## WORK REQUIRED
Give back the entries exactly as they read, leaving each image out.
*** Opening MATERIAL FOR THIS TASK ***
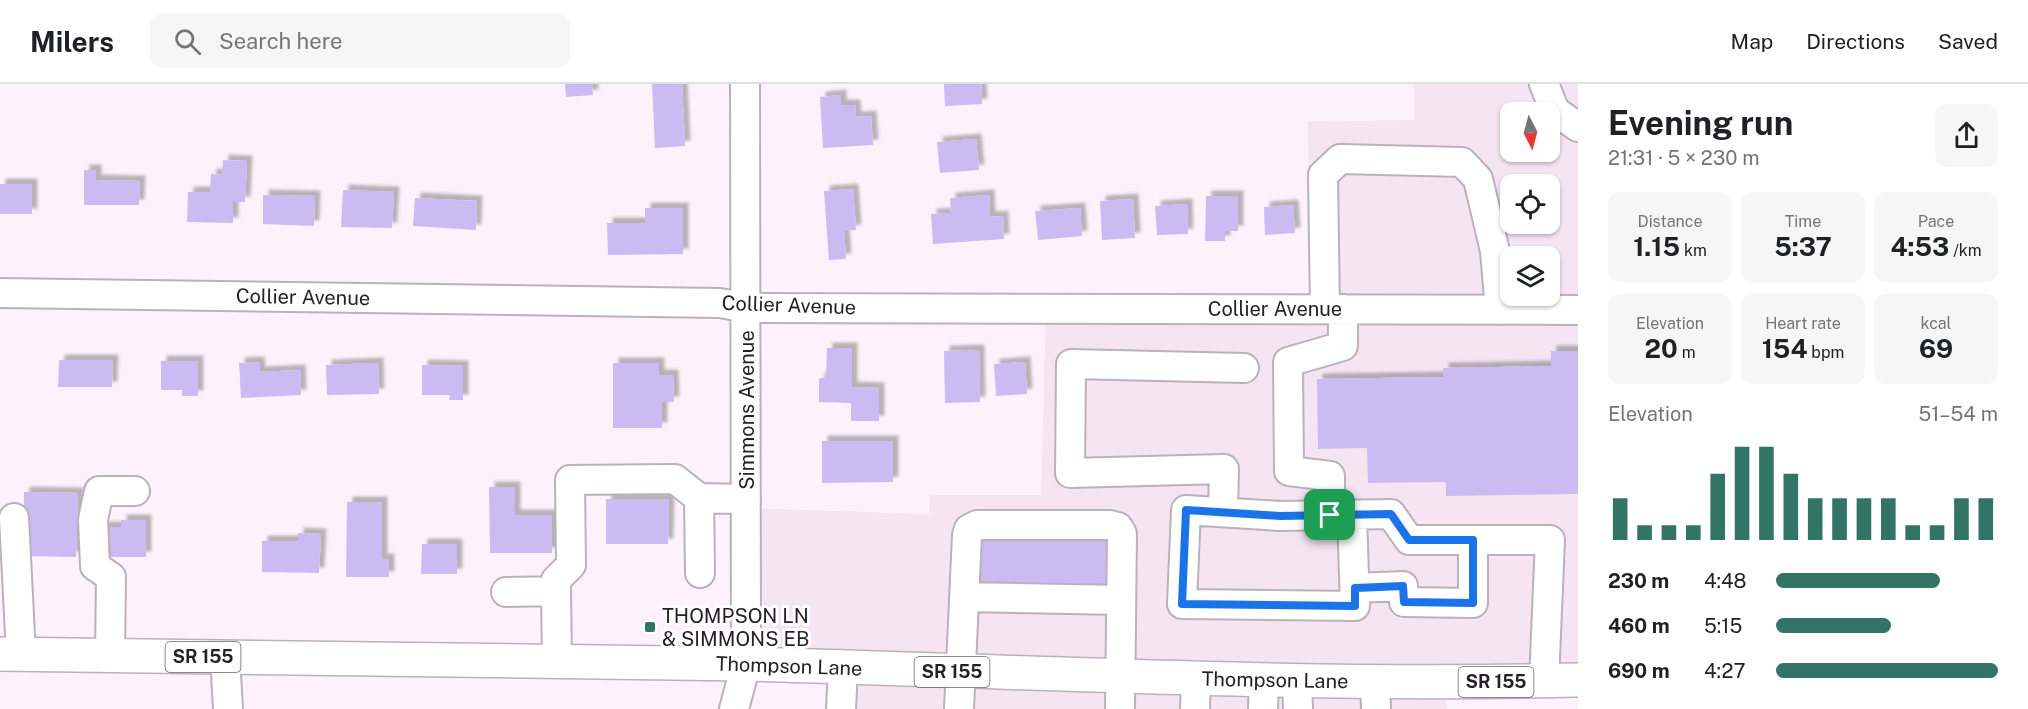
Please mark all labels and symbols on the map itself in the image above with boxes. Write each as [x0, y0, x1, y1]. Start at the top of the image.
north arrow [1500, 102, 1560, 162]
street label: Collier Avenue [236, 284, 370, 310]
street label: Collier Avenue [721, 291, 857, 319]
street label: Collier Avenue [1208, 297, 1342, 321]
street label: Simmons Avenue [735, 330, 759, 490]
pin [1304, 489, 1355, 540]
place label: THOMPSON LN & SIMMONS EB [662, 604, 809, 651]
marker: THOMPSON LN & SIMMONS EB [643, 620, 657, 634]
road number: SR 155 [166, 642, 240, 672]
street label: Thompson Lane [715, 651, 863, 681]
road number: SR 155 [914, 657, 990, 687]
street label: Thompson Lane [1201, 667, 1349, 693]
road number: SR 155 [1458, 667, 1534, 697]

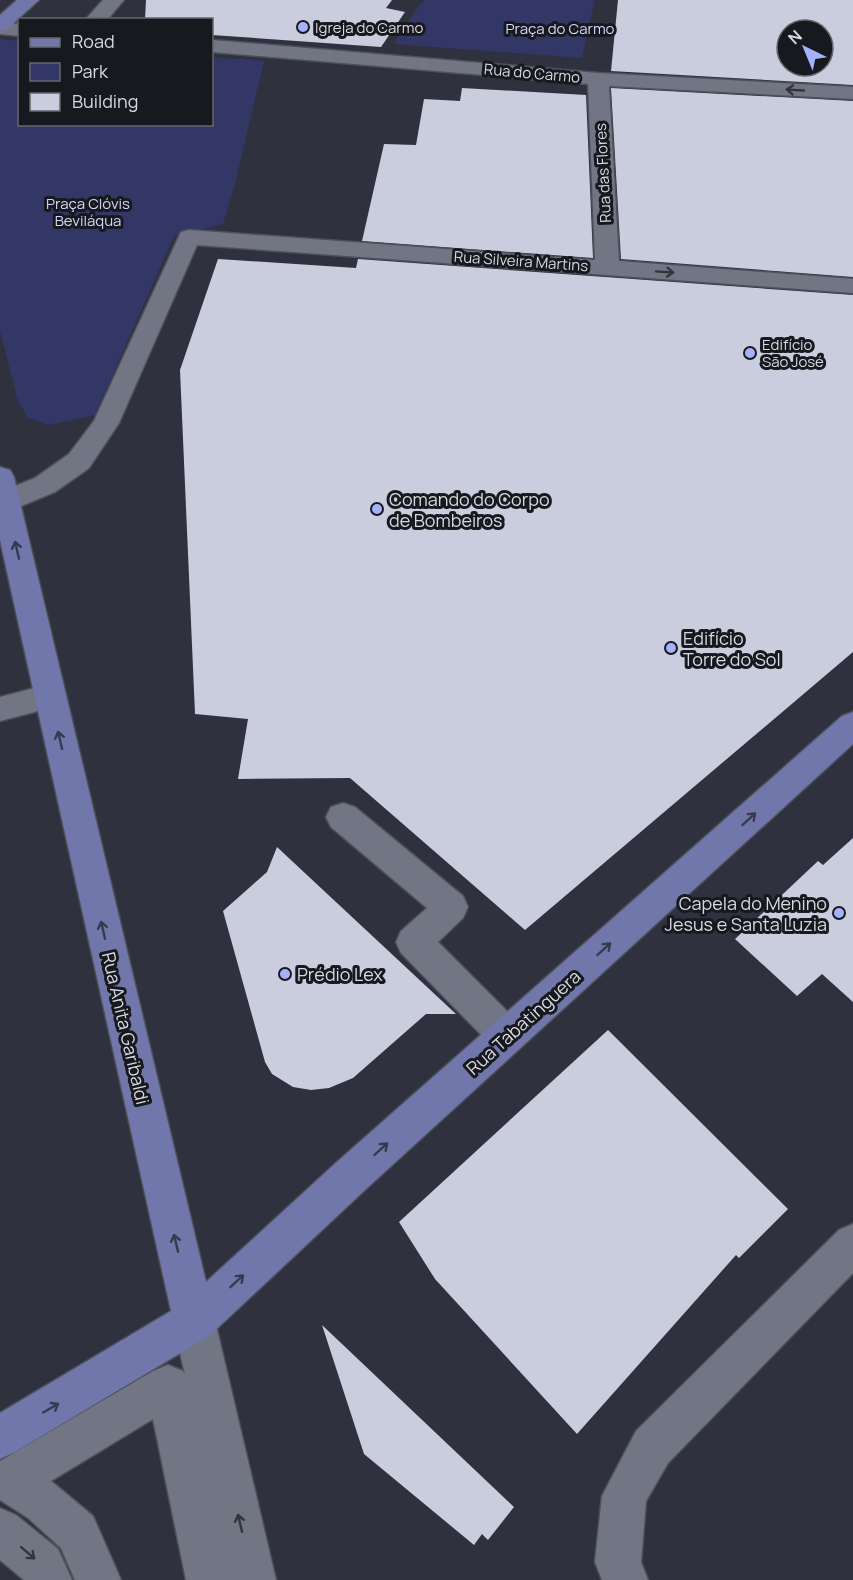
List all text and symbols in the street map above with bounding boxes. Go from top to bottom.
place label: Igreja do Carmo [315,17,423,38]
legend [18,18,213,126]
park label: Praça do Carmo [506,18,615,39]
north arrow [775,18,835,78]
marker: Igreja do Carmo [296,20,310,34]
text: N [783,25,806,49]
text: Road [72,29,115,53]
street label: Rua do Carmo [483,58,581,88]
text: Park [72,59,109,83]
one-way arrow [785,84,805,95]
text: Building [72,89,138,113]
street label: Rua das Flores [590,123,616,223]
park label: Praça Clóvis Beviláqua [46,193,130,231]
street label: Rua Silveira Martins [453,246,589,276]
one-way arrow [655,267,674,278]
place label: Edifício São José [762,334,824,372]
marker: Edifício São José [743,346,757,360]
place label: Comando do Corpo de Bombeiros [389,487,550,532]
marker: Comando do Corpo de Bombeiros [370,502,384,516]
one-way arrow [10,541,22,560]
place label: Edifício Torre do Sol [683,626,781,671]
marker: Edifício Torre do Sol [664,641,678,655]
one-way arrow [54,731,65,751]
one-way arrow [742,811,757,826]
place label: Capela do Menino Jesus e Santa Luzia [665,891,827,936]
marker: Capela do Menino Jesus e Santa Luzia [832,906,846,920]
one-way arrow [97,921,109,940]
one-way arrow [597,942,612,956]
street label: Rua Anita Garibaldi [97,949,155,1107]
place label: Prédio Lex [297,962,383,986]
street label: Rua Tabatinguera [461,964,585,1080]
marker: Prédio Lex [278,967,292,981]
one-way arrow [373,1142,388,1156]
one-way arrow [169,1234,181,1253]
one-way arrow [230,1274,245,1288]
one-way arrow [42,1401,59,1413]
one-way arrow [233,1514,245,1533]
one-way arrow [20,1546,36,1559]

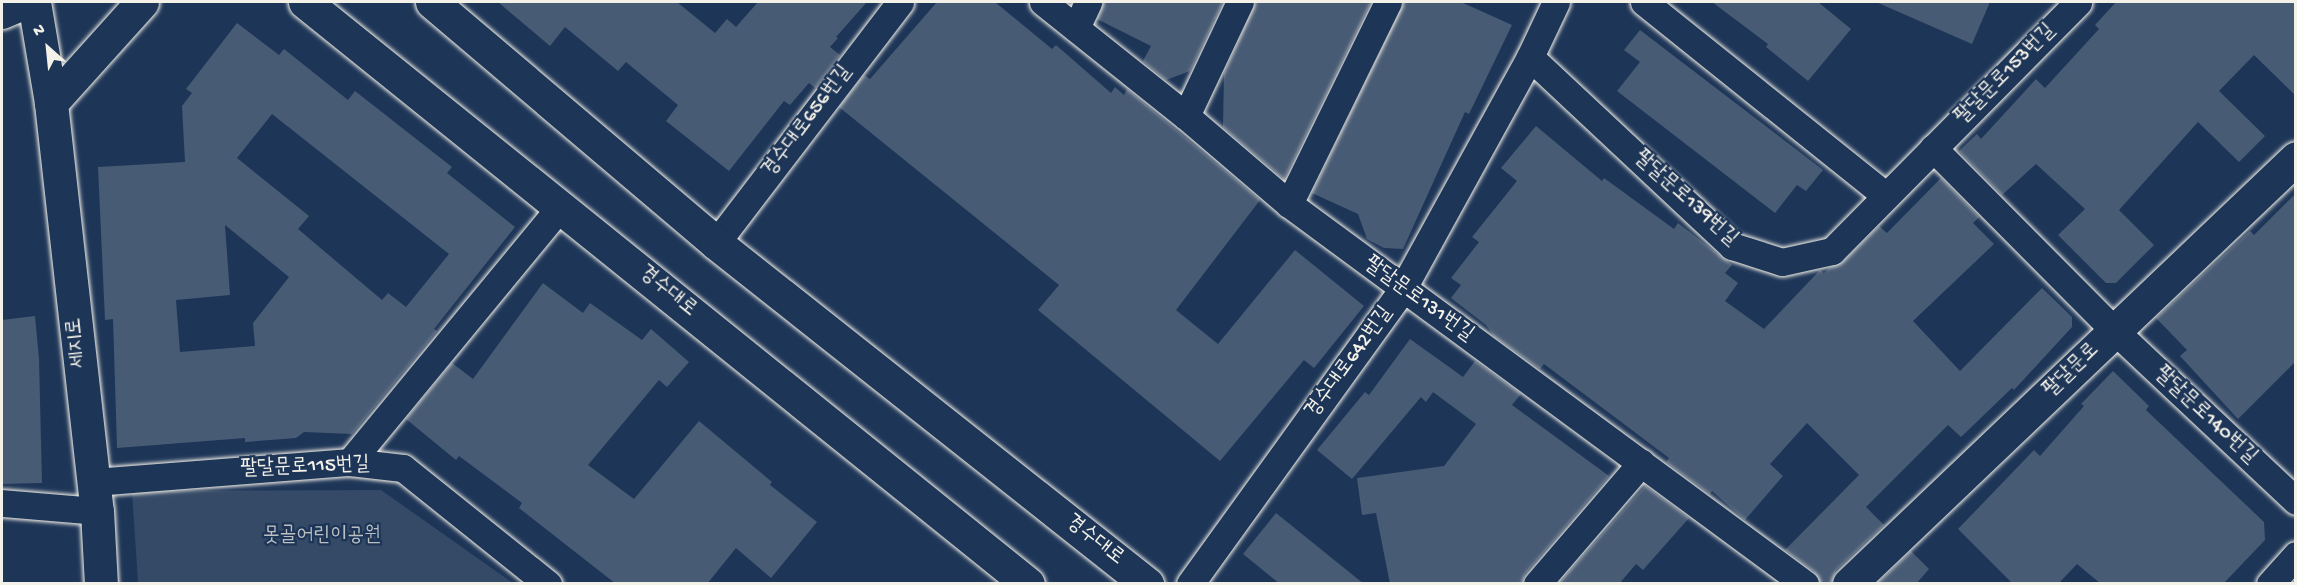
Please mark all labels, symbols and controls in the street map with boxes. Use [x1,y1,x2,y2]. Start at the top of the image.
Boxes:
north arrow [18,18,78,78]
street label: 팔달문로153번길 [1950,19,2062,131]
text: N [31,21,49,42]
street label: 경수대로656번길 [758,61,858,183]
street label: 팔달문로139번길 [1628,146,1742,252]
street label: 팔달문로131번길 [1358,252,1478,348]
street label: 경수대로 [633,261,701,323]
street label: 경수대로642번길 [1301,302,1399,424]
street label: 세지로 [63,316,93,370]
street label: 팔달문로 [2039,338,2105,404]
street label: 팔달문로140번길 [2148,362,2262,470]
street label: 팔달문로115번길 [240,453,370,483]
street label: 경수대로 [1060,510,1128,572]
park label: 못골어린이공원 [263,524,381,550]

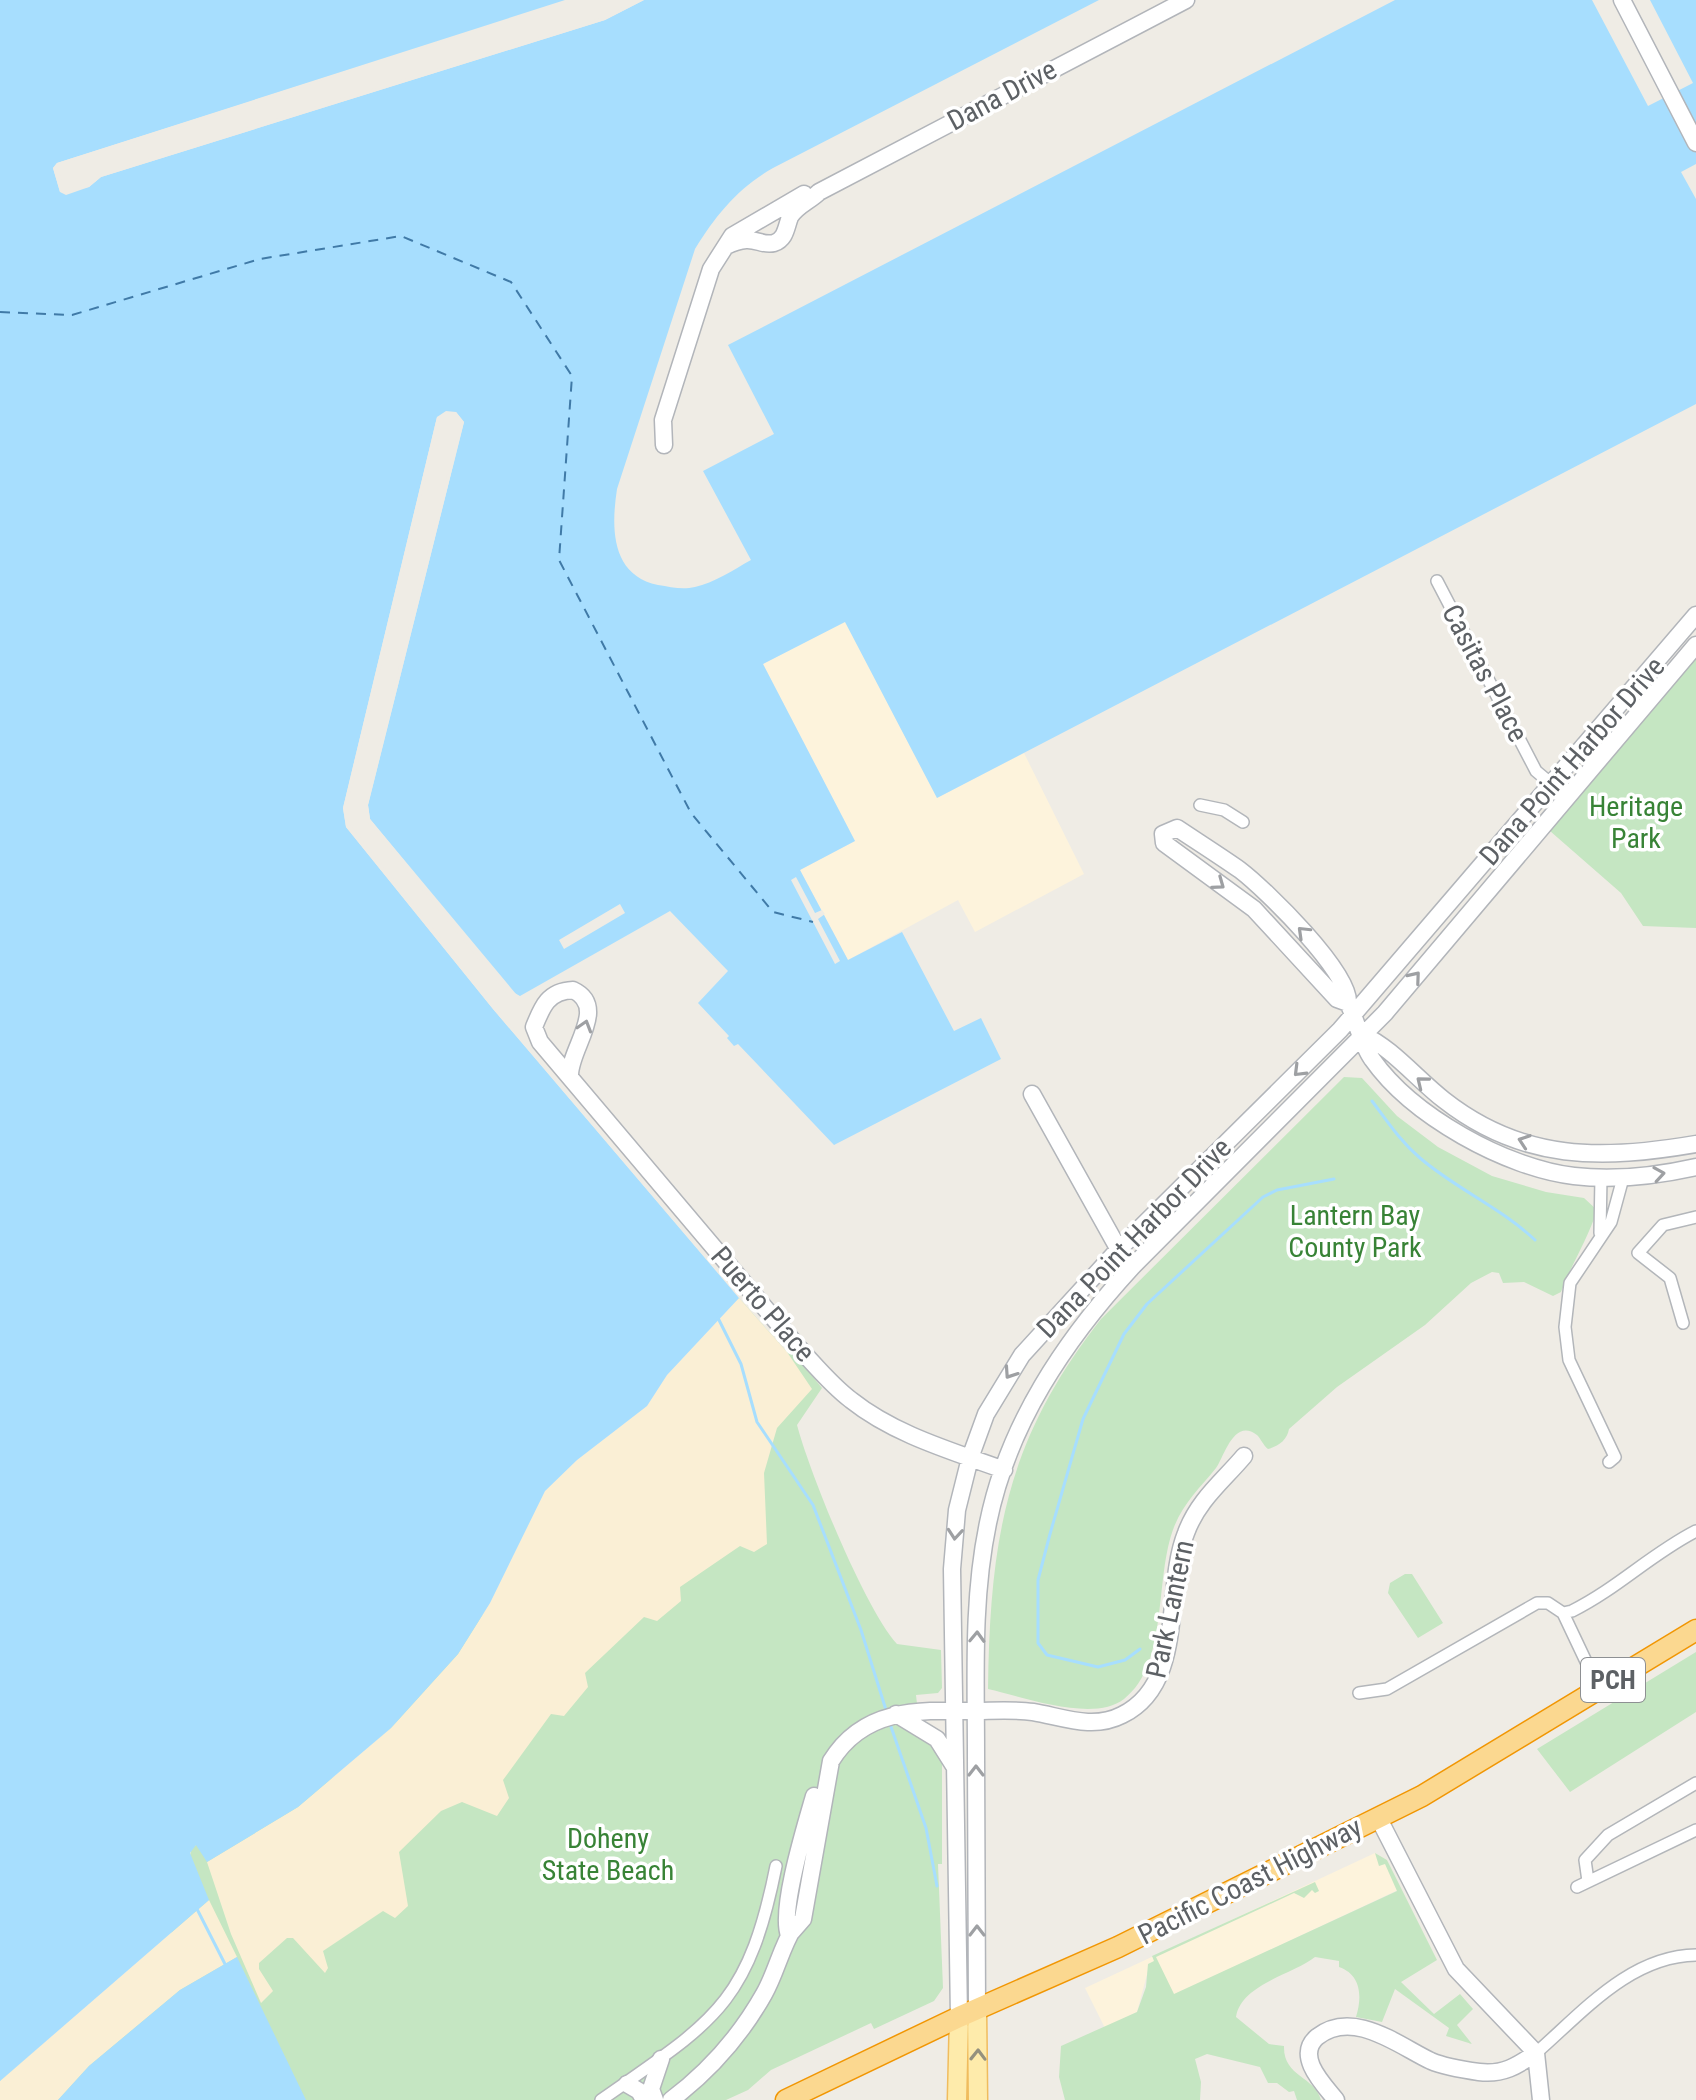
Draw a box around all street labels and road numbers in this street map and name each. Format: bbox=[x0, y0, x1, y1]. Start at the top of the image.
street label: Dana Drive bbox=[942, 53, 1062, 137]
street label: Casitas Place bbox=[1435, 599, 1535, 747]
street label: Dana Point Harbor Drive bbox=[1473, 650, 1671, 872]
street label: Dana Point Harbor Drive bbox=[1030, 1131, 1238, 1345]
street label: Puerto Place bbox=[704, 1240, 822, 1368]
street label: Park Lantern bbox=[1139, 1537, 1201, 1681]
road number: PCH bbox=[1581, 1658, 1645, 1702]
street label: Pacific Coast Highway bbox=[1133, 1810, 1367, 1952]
*** Closing MATERIAL FOR THIS TASK ***
## SOLVED EXERCISE
Please mark all labels and symbols on the map itself in the image above with boxes. Write each as [x0, y0, x1, y1]. Start at the top of the image.
north arrow [1500, 102, 1560, 162]
street label: Collier Avenue [236, 284, 370, 310]
street label: Collier Avenue [721, 291, 857, 319]
street label: Collier Avenue [1208, 297, 1342, 321]
street label: Simmons Avenue [735, 330, 759, 490]
pin [1304, 489, 1355, 540]
place label: THOMPSON LN & SIMMONS EB [662, 604, 809, 651]
marker: THOMPSON LN & SIMMONS EB [643, 620, 657, 634]
road number: SR 155 [166, 642, 240, 672]
street label: Thompson Lane [715, 651, 863, 681]
road number: SR 155 [914, 657, 990, 687]
street label: Thompson Lane [1201, 667, 1349, 693]
road number: SR 155 [1458, 667, 1534, 697]

List all text and symbols in the street map above with bounding boxes. Go from top to bottom.
place label: Igreja do Carmo [315,17,423,38]
legend [18,18,213,126]
park label: Praça do Carmo [506,18,615,39]
north arrow [775,18,835,78]
marker: Igreja do Carmo [296,20,310,34]
text: N [783,25,806,49]
text: Road [72,29,115,53]
street label: Rua do Carmo [483,58,581,88]
text: Park [72,59,109,83]
one-way arrow [785,84,805,95]
text: Building [72,89,138,113]
street label: Rua das Flores [590,123,616,223]
park label: Praça Clóvis Beviláqua [46,193,130,231]
street label: Rua Silveira Martins [453,246,589,276]
one-way arrow [655,267,674,278]
place label: Edifício São José [762,334,824,372]
marker: Edifício São José [743,346,757,360]
place label: Comando do Corpo de Bombeiros [389,487,550,532]
marker: Comando do Corpo de Bombeiros [370,502,384,516]
one-way arrow [10,541,22,560]
place label: Edifício Torre do Sol [683,626,781,671]
marker: Edifício Torre do Sol [664,641,678,655]
one-way arrow [54,731,65,751]
one-way arrow [742,811,757,826]
place label: Capela do Menino Jesus e Santa Luzia [665,891,827,936]
marker: Capela do Menino Jesus e Santa Luzia [832,906,846,920]
one-way arrow [97,921,109,940]
one-way arrow [597,942,612,956]
street label: Rua Anita Garibaldi [97,949,155,1107]
place label: Prédio Lex [297,962,383,986]
street label: Rua Tabatinguera [461,964,585,1080]
marker: Prédio Lex [278,967,292,981]
one-way arrow [373,1142,388,1156]
one-way arrow [169,1234,181,1253]
one-way arrow [230,1274,245,1288]
one-way arrow [42,1401,59,1413]
one-way arrow [233,1514,245,1533]
one-way arrow [20,1546,36,1559]

Please mark all labels, symbols and controls in the street map with boxes. Use [x1,y1,x2,y2]. Start at the top of the image.
Boxes:
north arrow [18,18,78,78]
street label: 팔달문로153번길 [1950,19,2062,131]
text: N [31,21,49,42]
street label: 경수대로656번길 [758,61,858,183]
street label: 팔달문로139번길 [1628,146,1742,252]
street label: 팔달문로131번길 [1358,252,1478,348]
street label: 경수대로 [633,261,701,323]
street label: 경수대로642번길 [1301,302,1399,424]
street label: 세지로 [63,316,93,370]
street label: 팔달문로 [2039,338,2105,404]
street label: 팔달문로140번길 [2148,362,2262,470]
street label: 팔달문로115번길 [240,453,370,483]
street label: 경수대로 [1060,510,1128,572]
park label: 못골어린이공원 [263,524,381,550]

Draw a box around all street labels and road numbers in this street map and name each. Format: bbox=[x0, y0, x1, y1]. Start at the top of the image.
street label: Dana Drive bbox=[942, 53, 1062, 137]
street label: Casitas Place bbox=[1435, 599, 1535, 747]
street label: Dana Point Harbor Drive bbox=[1473, 650, 1671, 872]
street label: Dana Point Harbor Drive bbox=[1030, 1131, 1238, 1345]
street label: Puerto Place bbox=[704, 1240, 822, 1368]
street label: Park Lantern bbox=[1139, 1537, 1201, 1681]
road number: PCH bbox=[1581, 1658, 1645, 1702]
street label: Pacific Coast Highway bbox=[1133, 1810, 1367, 1952]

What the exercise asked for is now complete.